Honest Tom's Revolution
Something extraordinary is happening in West Philadelphia. From the Porch at 30th Street Station to the corner of 33rd and Arch and hotbeds scattered from Lancaster to Locust, it’s no longer Philly cheesesteaks and deep fryers; it’s an eruption of fine cuisine as diverse as the scholastic clientele.
The revolution grew modestly with the passage of each season. It lulled during ruthless Philadelphia winters and revived anew each spring. It all started in 2009 when Tom McCusker opened a food truck with his brother, Matt, called Honest Tom’s Taco Shop.
McCusker is known as the Philly street food godfather. The press made him famous long before he pocketed a dime. He cooked tacos for Chef Gordon Ramsay — a victory for any young business owner. Yet while the accolades stacked up, he was teetering on the lip of failure. He’ll blush if you ask him about it. He’ll kick at the pavement with his Red Wings and say something about how the media attention kept him going when he doubted himself. A lot has changed these past five years, he’ll say. It was no revolution when he started. It was a couple of guys in a truck hawking tacos at Drexel.
The tale of Honest Tom isn’t a success story. It’s a coming-of-age story. McCusker found his fortune in spring, he says. But only after a couple of long — legendarily long — winters of discontent.
McCusker came to Drexel as a general business major and stuck it out for two years even though the inspiration just wasn’t there. He was — is — capricious. At the time, if you had asked him what he wanted to do with his life, he would have given you a different answer for each day of the week.

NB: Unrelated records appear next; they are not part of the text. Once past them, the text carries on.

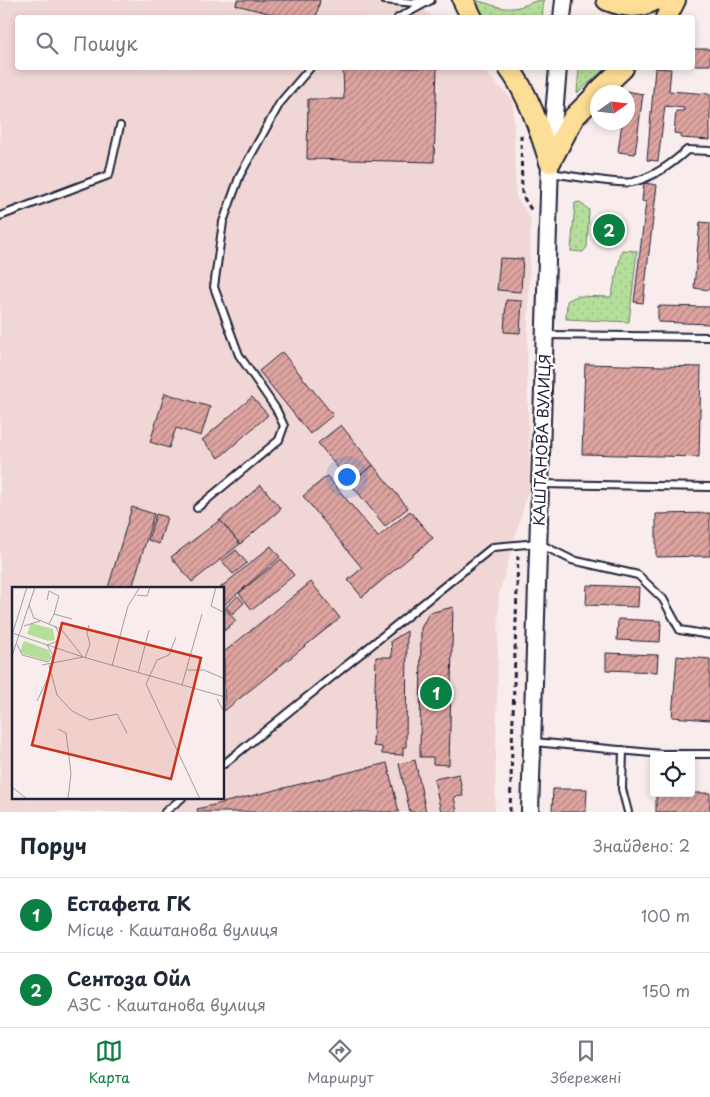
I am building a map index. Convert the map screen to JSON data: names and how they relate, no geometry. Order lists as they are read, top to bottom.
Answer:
{
  "streets": {
    "street": ["КАШТАНОВА ВУЛИЦЯ"]
  },
  "north": "right",
  "page": {
    "search": "Пошук",
    "pins": ["2", "1"],
    "heading": ["Поруч", "Знайдено: 2"],
    "list": [
      {
        "mark": "1",
        "name": "Естафета ГК",
        "note": "Місце · Каштанова вулиця",
        "value": "100 m"
      },
      {
        "mark": "2",
        "name": "Сентоза Ойл",
        "note": "АЗС · Каштанова вулиця",
        "value": "150 m"
      }
    ],
    "nav": ["Карта", "Маршрут", "Збережені"]
  }
}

He was a sophomore when he made the switch to hotel restaurant management, a major that taught him to make the guacamole and salsa that would become the trademark of his tacos. He also learned that he didn’t want to tread down a conventional career path. When he graduated in 2005, he had a steady job delivering beer for $600 a week. Cash. And a dream of buying a motorcycle and riding cross-country.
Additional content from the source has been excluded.